Synthesis and spectroscopic and spectroelectrochemical characterization of a new family of 44e(-) tris-phosphido-bridged palladium triangles.

Triangular clusters containing a M3(μ-PR2)3 core are very common in platinum chemistry but were virtually unknown for M = Pd. Herein we describe the synthesis and characterization of several palladium derivatives belonging to this class. The trinuclear monohalide clusters {Pd3}(CO)2X [{Pd3} = Pd3(μ-PBu(t)2)3; X = Br, I] were prepared by reacting [(n)Bu4N]X or KX with the dinuclear complex [Pd(PBu(t)2H)(μ-PBu(t)2)]2 and H2O under an atmosphere of CO. The reaction of {Pd3}(CO)2I with CNBu(t) leads to the substitution of all the terminal ligands to afford the symmetrical cluster [{Pd3}(CNBu(t))3]I. The latter reacts with TlPF6 (excess) or AgCF3SO3 (1:1 ratio) to give anion metathesis, whereas the addition of a second equivalent of Ag(+) causes cluster oxidation to the thermally stable paramagnetic 43e(-) dication {Pd3}(CNBu(t))3. The cationic clusters [{Pd3}(CO)2(L)]PF6 (L = NCCH3, Py or CO) were obtained by reacting {Pd3}(CO)2I with TlPF6, under nitrogen in acetonitrile or in pyridine or under 1 atm of carbon monoxide in THF. Finally, {Pd3}(CO)2Cl was achieved by the reaction of [{Pd3}(CO)3]PF6 with [(PPh3)2N]Cl.

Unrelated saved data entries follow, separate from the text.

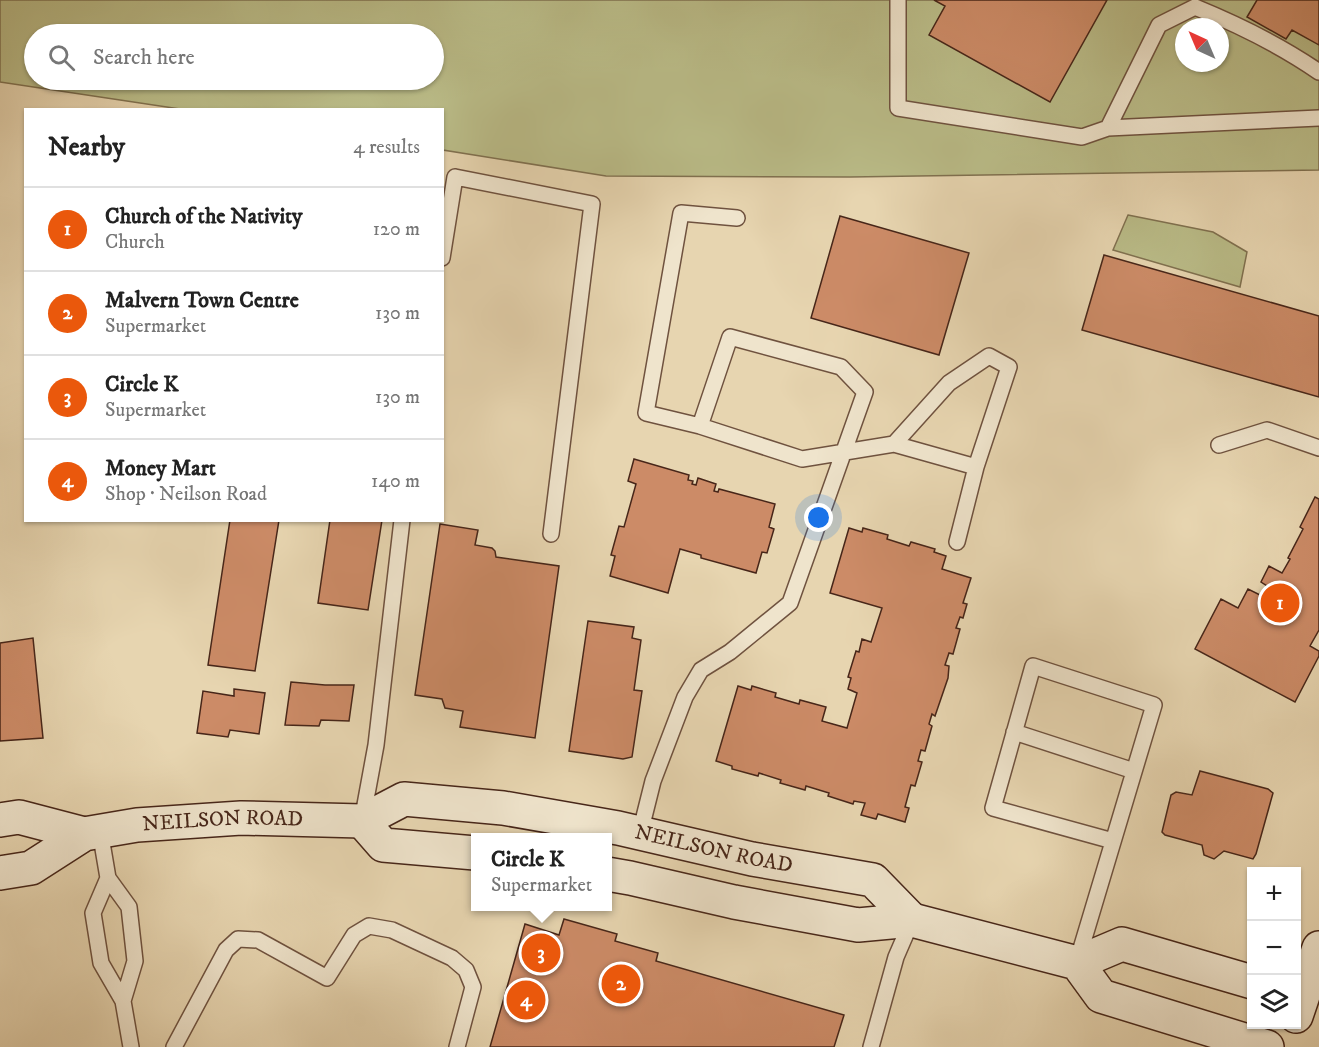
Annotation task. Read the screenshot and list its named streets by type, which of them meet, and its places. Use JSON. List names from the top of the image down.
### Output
{
  "streets": {
    "main road": ["NEILSON ROAD"]
  },
  "north": "top left",
  "page": {
    "search": "Search here",
    "heading": ["Nearby", "4 results"],
    "list": [
      {
        "mark": "1",
        "name": "Church of the Nativity",
        "note": "Church",
        "value": "120 m"
      },
      {
        "mark": "2",
        "name": "Malvern Town Centre",
        "note": "Supermarket",
        "value": "130 m"
      },
      {
        "mark": "3",
        "name": "Circle K",
        "note": "Supermarket",
        "value": "130 m"
      },
      {
        "mark": "4",
        "name": "Money Mart",
        "note": "Shop · Neilson Road",
        "value": "140 m"
      }
    ],
    "pins": [
      "1",
      "3",
      "2",
      "4"
    ],
    "popup": ["Circle K", "Supermarket"],
    "map_buttons": ["+", "−"]
  }
}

All clusters have been obtained in good yields and purity and have been characterized by microanalysis and IR and multinuclear NMR spectroscopy. Single crystal X-ray diffraction studies on {Pd3}(CO)2Br and [{Pd3}(CNBu(t))3]CF3SO3 are also reported. The cyclovoltammetric profile exhibited by the palladium clusters prepared in this work is characterized by the presence of two monoelectronic oxidation processes whose reversibility and potentials depend on the nature of the ligands. Moreover, the UV-vis and IR spectroelectrochemical analysis of {Pd3}(CO)2I, [{Pd3}(CO)3]PF6 and [{Pd3}(CNBu(t))3]PF6 allowed the spectroscopical characterization of some electrogenerated oxidized species and provided some detail for the redox-coupled reactions of metastable products.